Question

21. ID Cards How many different ID cards can be made if there are 6 digits on a card and no digit can be used more than once?

Answer 1

We have to find the number of ID cards that can be made if there are 6 digits on a card and no digit can be used more than once.

We know that if we have a group of n objects and we need to know the number of permutations of r objects taken from those n objects, we use the permutation formula, i.e., n$\mathbb{P}$r = n!/(n-r)!, where, x! = x(x-1)(x-2)(x-3).......1. --------------(1)

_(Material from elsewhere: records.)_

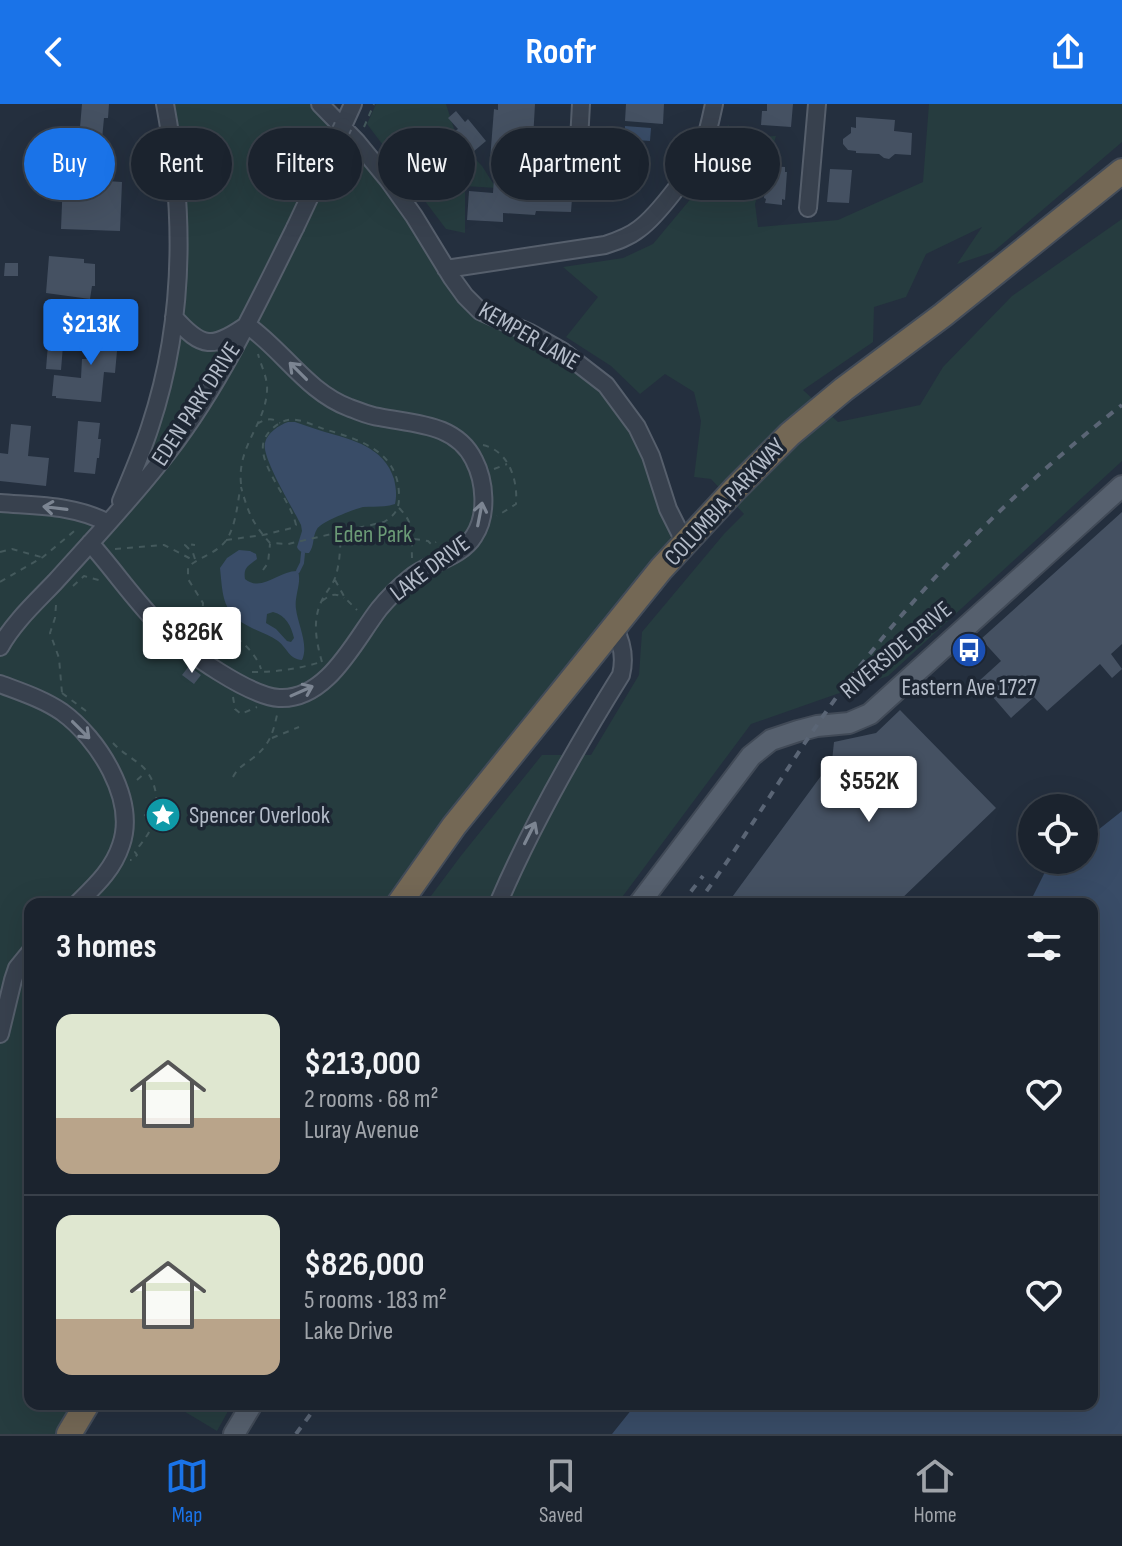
<!DOCTYPE html>
<html lang="en">
<head>
<meta charset="utf-8">
<style>
	body { margin:0; font-family:"Sofia Sans Condensed",sans-serif; background:#242b36; color:#f1f3f6; height:100vh; display:flex; flex-direction:column; font-size:30px; white-space:nowrap }
	* { box-sizing:border-box; margin:0 }
	p { font-size:26px; color:#a0a4aa }
	.icon { flex:none; width:44px; height:44px; fill:none; stroke:currentColor; stroke-width:2; stroke-linecap:round; stroke-linejoin:round }
	.map { position:relative; flex:1; overflow:hidden }
	.details { position:absolute; left:24px; top:794px; width:1074px; height:512px; display:flex; flex-direction:column; background:#1b232e; border-radius:16px; box-shadow:0 8px 32px #0002,0 0 0 2px #39404a }
	.details>* { flex:none }
	.top-card { position:absolute; left:24px; top:24px; width:1074px; height:72px; display:flex; gap:16px }
	.tools { position:absolute; left:1018px; top:690px; display:grid; gap:16px }
	.tools a { display:grid; place-items:center; width:80px; height:80px; border-radius:50%; background:#1b232e; box-shadow:0 8px 32px #0002,0 0 0 2px #39404a; font-size:40px }
	.price { position:absolute; translate:-50% -68px; padding:0 18px; border-radius:8px; background:#fff; color:#222; font-size:26px; line-height:52px; filter:drop-shadow(0 2px 4px #0008) }
	.price::after { content:''; position:absolute; left:50%; top:48px; width:24px; height:18px; margin-left:-12px; background:inherit; clip-path:polygon(0 0,100% 0,50% 100%) }
	.price.current { background:#1a73e8; color:#fff }
	ul { padding:0; list-style:none }
	li { display:flex; align-items:center; gap:24px; height:200px; padding:0 32px }
	li+li { border-top:2px solid #39404a }
	li span { display:grid; place-items:center; flex:none; width:224px; height:160px; border-radius:16px; color:#555 }
	li>.icon { margin-inline-start:auto }
	span .icon { width:96px; height:96px; fill:#fffc; stroke-width:1 }
	li b { font-size:34px }
	h2 { display:flex; justify-content:space-between; align-items:center; height:96px; padding:0 32px; font-size:34px }
	.tag { padding:0 28px; border-radius:36px; background:#1b232e; box-shadow:0 8px 32px #0002,0 0 0 2px #39404a; font-size:28px; line-height:72px }
	.tag.current { background:#1a73e8; color:#fff }
	header { display:flex; justify-content:space-between; align-items:center; height:104px; padding:0 32px; background:#1a73e8; color:#fff; font-size:36px; font-weight:700 }
	.tab-bar { display:flex; justify-content:space-around; align-items:center; height:112px; border-top:2px solid #39404a; background:#1b232e; font-size:22px; color:#a0a4aa }
	.tab-bar a { display:grid; justify-items:center; gap:4px }
	.tab-bar .current { color:#1a73e8 }
	.map>svg:first-child { display:block }
</style>
</head>
<body>
<header><svg class="icon" aria-label="back" viewBox="0 0 24 24"><path d="M15 5l-7 7 7 7"/></svg>Roofr<svg class="icon" aria-label="share" viewBox="0 0 24 24"><path d="M12 15V3M7 8l5-5 5 5M5 13v7h14v-7"/></svg></header>
<div class="map">
<svg width="1122" height="1330" viewBox="0 0 1122 1330">
	<rect width="100%" height="100%" fill="#242f3e"/>
	<!-- green -->
	<path fill="#263c3f" d="M 165,0 L 320,0 L 340,20 L 465,192 L 520,224 L 622,301 L 685,439 L 399,800 L 30,800 L 30,1300 L 87,1300 L 69,1330 L 0,1330 L 0,399 L 110,419 L 135,365 L 177,190 Z
		M 376,0 L 446,0 L 458,37 L 482,62 L 496,84 L 465,82 L 465,129 L 446,125 L 367,20 Z
		M 929,0 L 1122,0 L 1122,38 L 993,148 L 957,160 L 982,123 L 926,150 L 906,193 L 874,203 L 873,238 L 803,286 L 838,318 L 920,301 L 943,263 L 1012,192 L 1122,115 L 1122,357 L 888,572 L 751,620 L 617,800 L 425,800 L 460,753 L 542,651 L 591,651 L 639,571 L 642,528 L 724,430 L 744,410 L 711,375 L 694,373 L 701,317 L 694,288 L 665,270 L 640,290 L 611,262 L 566,233 L 598,193 L 563,163 L 623,154 L 653,140 L 698,86 L 728,21 L 742,33 L 776,32 L 755,100 L 758,123 L 838,116 L 923,78 Z
		M 172,1300 L 232,1300 L 217,1327 Z"/>
	<!-- water -->
	<path fill="#394c67" fill-rule="evenodd" d="M 625,22 L 651,24 L 650,37 L 624,35 Z
		M 288,318 L 295,318 C 305,321 314,325 325,328 C 353,336 384,343 394,375 C 396,384 397,391 395,400 C 384,404 374,402 363,403 C 354,405 321,418 317,425 C 312,433 315,441 309,449 C 303,449 299,448 297,443 L 302,427 L 301,421 C 294,406 261,353 265,339 C 267,329 279,321 288,318 Z
		M 239,446 L 250,447 L 256,450 L 257,455 C 249,462 243,463 245,475 C 262,489 279,466 298,467 C 302,479 294,492 296,505 C 298,521 309,541 302,556 C 289,555 288,545 278,537 C 270,531 259,528 250,523 C 222,509 223,493 220,464 L 227,454 ZM 273,508 C 286,511 291,522 294,534 L 291,538 L 287,537 L 276,525 L 266,519 L 267,510 Z
		M 1122,707 L 1122,1330 L 612,1330 L 636,1300 L 1092,1300 L 1092,800 L 1029,800 L 1046,766 L 1059,756 L 1084,756 L 1084,737 Z"/>
	<g fill="none" stroke-linecap="round" stroke-linejoin="round">
		<!-- stream -->
		<path stroke="#394c67" stroke-width="4" d="M 298,467 L 302,459 L 303,449"/>
	</g>
	<!-- building -->
	<path fill="#455162" d="M 82,0 L 109,0 L 108,14 L 104,14 L 101,46 L 81,44 L 82,35 L 79,35 Z
		M 498,0 L 535,0 L 531,71 L 555,72 L 555,66 L 574,67 L 571,108 L 536,107 L 535,111 L 503,109 L 503,118 L 467,116 L 469,87 L 493,89 L 495,56 L 490,56 L 494,5 L 498,6 Z
		M 626,0 L 664,0 L 663,20 L 625,17 Z
		M 767,0 L 793,0 L 791,23 L 761,21 L 762,7 L 767,7 Z
		M 456,7 L 465,18 L 468,15 L 486,37 L 473,48 L 470,44 L 464,48 L 456,38 L 460,34 L 455,27 L 458,25 L 448,14 Z
		M 856,13 L 895,16 L 894,27 L 912,29 L 911,51 L 895,50 L 889,55 L 884,54 L 879,50 L 856,49 L 856,47 L 848,46 L 843,40 L 843,35 L 851,29 L 851,23 L 856,24 Z
		M 600,59 L 624,61 L 623,71 L 638,72 L 638,88 L 598,84 Z
		M 766,62 L 785,63 L 785,68 L 787,68 L 785,96 L 782,95 L 782,101 L 765,99 L 766,95 L 764,94 Z
		M 830,65 L 852,66 L 849,99 L 827,98 Z
		M 63,74 L 122,78 L 120,127 L 61,125 Z
		M 49,152 L 84,155 L 84,159 L 95,160 L 95,182 L 92,182 L 90,195 L 46,189 Z
		M 5,159 L 18,159 L 18,172 L 4,172 Z
		M 50,215 L 65,217 L 61,266 L 46,265 Z
		M 85,220 L 97,221 L 96,223 L 119,225 L 115,269 L 104,268 L 101,298 L 56,294 L 56,292 L 52,292 L 54,271 L 81,274 L 82,255 L 87,255 L 89,235 L 84,234 Z
		M 78,317 L 100,319 L 98,335 L 101,335 L 99,354 L 97,354 L 95,370 L 74,368 Z
		M 11,320 L 31,322 L 28,352 L 49,354 L 46,382 L 0,377 L 0,349 L 8,350 Z
		M 1122,408 L 1122,540 L 1111,550 L 1122,565 L 1112,574 L 1100,560 L 1047,607 L 1034,593 L 1011,614 L 979,577 L 1001,557 L 981,535 Z
		M 225,532 L 238,542 L 231,550 L 218,540 Z
		M 189,562 L 201,571 L 194,580 L 182,571 Z
		M 900,606 L 996,704 L 896,800 L 727,800 L 832,657 L 834,638 L 876,629 Z"/>
	<g fill="none" stroke-linecap="round" stroke-linejoin="round">
		<defs>
			<path id="minor" d="M 320,0 L 357,38 L 389,77 L 414,112 L 452,174 L 465,192 L 480,207 L 530,229 L 562,247 L 606,281 L 637,323 L 651,352 L 668,405 L 685,439
				M 343,22 L 353,0
				M 578,55 L 581,0
				M 808,104 L 817,0
				M 446,165 L 605,141 C 617,137 629,133 639,125 C 657,112 695,63 703,42 C 708,29 711,14 714,0
				M 121,397 C 131,373 142,348 150,323 C 185,218 185,107 165,0
				M 0,399 C 37,402 75,401 108,419
				M 90,439 C 115,467 138,501 165,527 C 186,548 249,592 279,594 C 327,597 355,536 379,505 C 388,494 398,484 409,475 C 428,458 460,455 474,432 C 488,411 485,377 474,356 C 456,319 413,320 379,313 C 369,312 359,307 350,304 C 307,288 283,246 247,221 C 213,245 202,245 174,213
				M 0,543 C 14,518 35,499 55,478 C 91,438 127,400 160,358 C 217,288 255,204 295,124
				M 0,580 C 21,588 43,595 62,608 C 98,634 137,695 121,741 C 113,766 95,782 77,800
				M 498,800 C 532,720 575,645 621,571 C 625,555 622,538 614,523
				M 0,930 L 13,876 L 17,864 L 30,848"/>
			<path id="major" d="M 639,800 L 751,652 L 771,636 L 798,627 L 817,622 L 849,619 L 870,610 L 1122,382
				M 234,1330 L 252,1300"/>
			<path id="highway" d="M 399,800 L 454,722 L 566,583 L 661,465 L 735,385 L 790,330 L 844,285 L 943,211 L 1122,67
				M 69,1330 L 87,1300"/>
		</defs>
		<!-- minor casing -->
		<use href="#minor" stroke="#565f6c" stroke-width="20"/>
		<!-- major casing -->
		<use href="#major" stroke="#414a57" stroke-width="24"/>
		<!-- highway casing -->
		<use href="#highway" stroke="#434c59" stroke-width="28"/>
		<!-- path -->
		<path stroke="#44595c" stroke-width="2" stroke-dasharray="6 6" stroke-linecap="butt" d="M 364,23 L 374,0
			M 257,320 C 265,315 272,313 280,319
			M 483,341 C 509,347 518,376 516,400 L 497,412
			M 494,365 L 507,360
			M 241,380 C 237,342 265,321 267,287 C 268,274 261,262 258,250
			M 399,404 C 416,421 411,432 412,454
			M 414,435 L 428,437 L 432,441 L 436,438
			M 226,436 L 263,431 L 292,424 L 296,421 C 291,397 260,363 263,341 C 264,330 277,318 288,316 C 299,314 313,321 324,325 C 360,336 400,347 399,394 C 399,406 394,412 384,418 L 288,440 L 270,439 C 252,419 248,408 241,383
			M 115,445 L 164,441 L 193,456
			M 0,448 L 12,445 L 41,453
			M 195,455 L 193,449 L 185,441 L 187,440 L 195,441
			M 263,466 L 268,459 L 270,440
			M 335,476 L 345,494 L 357,506
			M 0,478 L 43,453 L 78,424
			M 73,482 L 84,472 L 102,477
			M 322,497 C 330,491 335,488 344,494
			M 56,501 L 55,514 L 50,529 L 59,554 L 62,589
			M 204,520 C 225,520 255,545 261,565
			M 201,538 L 203,499 L 188,475 L 188,463 C 198,454 211,451 221,442 C 235,430 237,403 240,386
			M 322,558 C 316,537 312,516 322,496 C 326,488 332,482 335,474 C 340,460 340,444 341,430
			M 252,568 C 276,568 298,565 321,558
			M 62,589 L 86,607
			M 233,593 L 235,605 L 241,610 L 257,603
			M 272,634 L 299,623
			M 113,639 C 122,649 133,654 143,663 C 161,681 160,713 146,733 C 143,738 138,743 135,748 L 137,751 L 133,756 L 130,756
			M 233,673 C 238,663 244,661 253,654 C 271,640 273,628 278,607
			M 137,676 L 145,669
			M 144,711 L 154,713"/>
		<!-- minor -->
		<use href="#minor" stroke="#38414e" stroke-width="16"/>
		<!-- major -->
		<use href="#major" stroke="#56606e" stroke-width="20"/>
		<!-- highway -->
		<use href="#highway" stroke="#746855" stroke-width="24"/>
		<!-- rail -->
		<path stroke="#5a6575" stroke-width="4" stroke-dasharray="8 8" stroke-linecap="butt" d="M 681,800 L 703,772
			M 697,800 C 749,730 792,653 844,583 C 923,478 1018,382 1122,301
			M 296,1330 L 318,1300"/>
		<defs>
			<path id="minor-bridge" d="M 295,124 L 343,22"/>
		</defs>
		<!-- minor-bridge casing -->
		<use href="#minor-bridge" stroke="#565f6c" stroke-width="20" stroke-linecap="butt"/>
		<!-- minor-bridge -->
		<use href="#minor-bridge" stroke="#38414e" stroke-width="16"/>
	</g>
	<!-- one-way arrows -->
	<defs><path id="oneway-shaft" d="M-6 0H5M1.5-3L5.5 0L1.5 3" fill="none" stroke-width="1.6" stroke-linecap="round" stroke-linejoin="round" transform="scale(2)"/></defs>
	<g stroke="#7c8592">
		<use href="#oneway-shaft" transform="translate(298 267) rotate(-135)"/>
		<use href="#oneway-shaft" transform="translate(55 404) rotate(-173)"/>
		<use href="#oneway-shaft" transform="translate(480 410) rotate(-79)"/>
		<use href="#oneway-shaft" transform="translate(302 587) rotate(-24)"/>
		<use href="#oneway-shaft" transform="translate(81 626) rotate(45)"/>
		<use href="#oneway-shaft" transform="translate(530 729) rotate(-63)"/>
	</g>
	<!-- icons -->
	<defs>
		<symbol id="bus-disc" viewBox="-11 -11 22 22"><circle r="9.5" fill="#1a4fb4" stroke="#1d2633"/><path d="M-5-6H5V4H4V6H2V4H-2V6H-4V4H-5ZM-3.5-4V0h7V-4ZM-3.5 1.2v1.5H-2V1.2ZM2 1.2v1.5H3.5V1.2Z" fill="#fff"/></symbol>
		<symbol id="sight-disc" viewBox="-11 -11 22 22"><circle r="9.5" fill="#0f9aa8" stroke="#1d2633"/><path d="M0-6L1.8-2.2L6-1.7L2.9 1.2L3.7 5.4L0 3.3L-3.7 5.4L-2.9 1.2L-6-1.7L-1.8-2.2Z" fill="#fff"/></symbol>
	</defs>
	<g fill-rule="evenodd">
		<use href="#bus-disc" x="949" y="526" width="40" height="40"/>
		<use href="#sight-disc" x="143" y="691" width="40" height="40"/>
	</g>
	<g text-anchor="middle" dominant-baseline="central" stroke-width="7" stroke-linejoin="round" paint-order="stroke">
		<!-- street labels -->
		<g font-size="24" fill="#b4bcc9" stroke="#1d2633">
			<text transform="translate(529 232) rotate(30)">KEMPER LANE</text>
			<text transform="translate(196 300) rotate(-57)">EDEN PARK DRIVE</text>
			<text transform="translate(725 398) rotate(-47)">COLUMBIA PARKWAY</text>
			<text transform="translate(430 464) rotate(-37)">LAKE DRIVE</text>
			<text transform="translate(896 546) rotate(-40)">RIVERSIDE DRIVE</text>
		</g>
		<!-- park labels -->
		<g font-size="24" fill="#6b9a76" stroke="#1d2633">
			<text x="373" y="430">Eden Park</text>
		</g>
		<!-- poi labels -->
		<g font-size="24" fill="#b4bcc9" stroke="#1d2633">
			<text x="969" y="583">Eastern Ave 1727</text>
			<text x="189" y="711" text-anchor="start">Spencer Overlook</text>
		</g>
	</g>
</svg>
<div class="tools">
<a><svg class="icon" aria-label="locate" viewBox="0 0 24 24"><circle cx="12" cy="12" r="6"/><path d="M12 2v4M12 18v4M2 12h4M18 12h4"/></svg></a>
</div>
<b class="price current" style="left:91px;top:263px">$213K</b>
<b class="price" style="left:192px;top:571px">$826K</b>
<b class="price" style="left:869px;top:720px">$552K</b>
<div class="top-card">
<a class="tag current">Buy</a>
<a class="tag">Rent</a>
<a class="tag">Filters</a>
<a class="tag">New</a>
<a class="tag">Apartment</a>
<a class="tag">House</a>
</div>
<section class="details">
<h2>3 homes<svg class="icon" aria-label="filters" viewBox="0 0 24 24"><path d="M4 7h16M4 17h16"/><circle cx="9" cy="7" r="2"/><circle cx="15" cy="17" r="2"/></svg></h2>
<ul>
<li><span style="background:linear-gradient(#dfe7d0 65%,#b9a48a 0)"><svg class="icon" aria-label="home" viewBox="0 0 24 24"><path d="M3 11l9-7 9 7M6 9v11h12V9"/></svg></span><div><b>$213,000</b><p>2 rooms · 68 m²</p><p>Luray Avenue</p></div><svg class="icon" aria-label="heart" viewBox="0 0 24 24"><path d="M12 20l-8-8c-3-5 5-10 8-4 3-6 11-1 8 4z"/></svg></li>
<li><span style="background:linear-gradient(#dfe7d0 65%,#b9a48a 0)"><svg class="icon" aria-label="home" viewBox="0 0 24 24"><path d="M3 11l9-7 9 7M6 9v11h12V9"/></svg></span><div><b>$826,000</b><p>5 rooms · 183 m²</p><p>Lake Drive</p></div><svg class="icon" aria-label="heart" viewBox="0 0 24 24"><path d="M12 20l-8-8c-3-5 5-10 8-4 3-6 11-1 8 4z"/></svg></li>
</ul>
</section>
</div>
<nav class="tab-bar">
<a class="current"><svg class="icon" aria-label="map" viewBox="0 0 24 24"><path d="M3 6l6-2 6 2 6-2v14l-6 2-6-2-6 2zM9 4v14M15 6v14"/></svg>Map</a>
<a><svg class="icon" aria-label="saved" viewBox="0 0 24 24"><path d="M7 4h10v16l-5-4-5 4z"/></svg>Saved</a>
<a><svg class="icon" aria-label="home" viewBox="0 0 24 24"><path d="M3 11l9-7 9 7M6 9v11h12V9"/></svg>Home</a>
</nav>
</body>
</html>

Thus, here we can choose from 10 digits which are 0, 1, 2, 3, 4, 5, 6, 7, 8, 9. Thus, we have to look for number of orders for choosing 6 digits from 10 digits, i.e., the number of permutations of 6 digits taken from these 10 digits.

Thus, here, n = 10 and r = 6. Thus, putting these values in (1), we get,

Number of permutations = 10$\mathbb{P}$6 = 10!/(10-6)! = 10!/4! = (10*9*8*7*6*5*4!)/4! = 10*9*8*7*6*5 = 151200.

Thus, number of permutations = Number of orders = 151200 .

Thus, there are 151200 different ID cards that can be made if there are 6 digits on a card and no digit can be used more than once.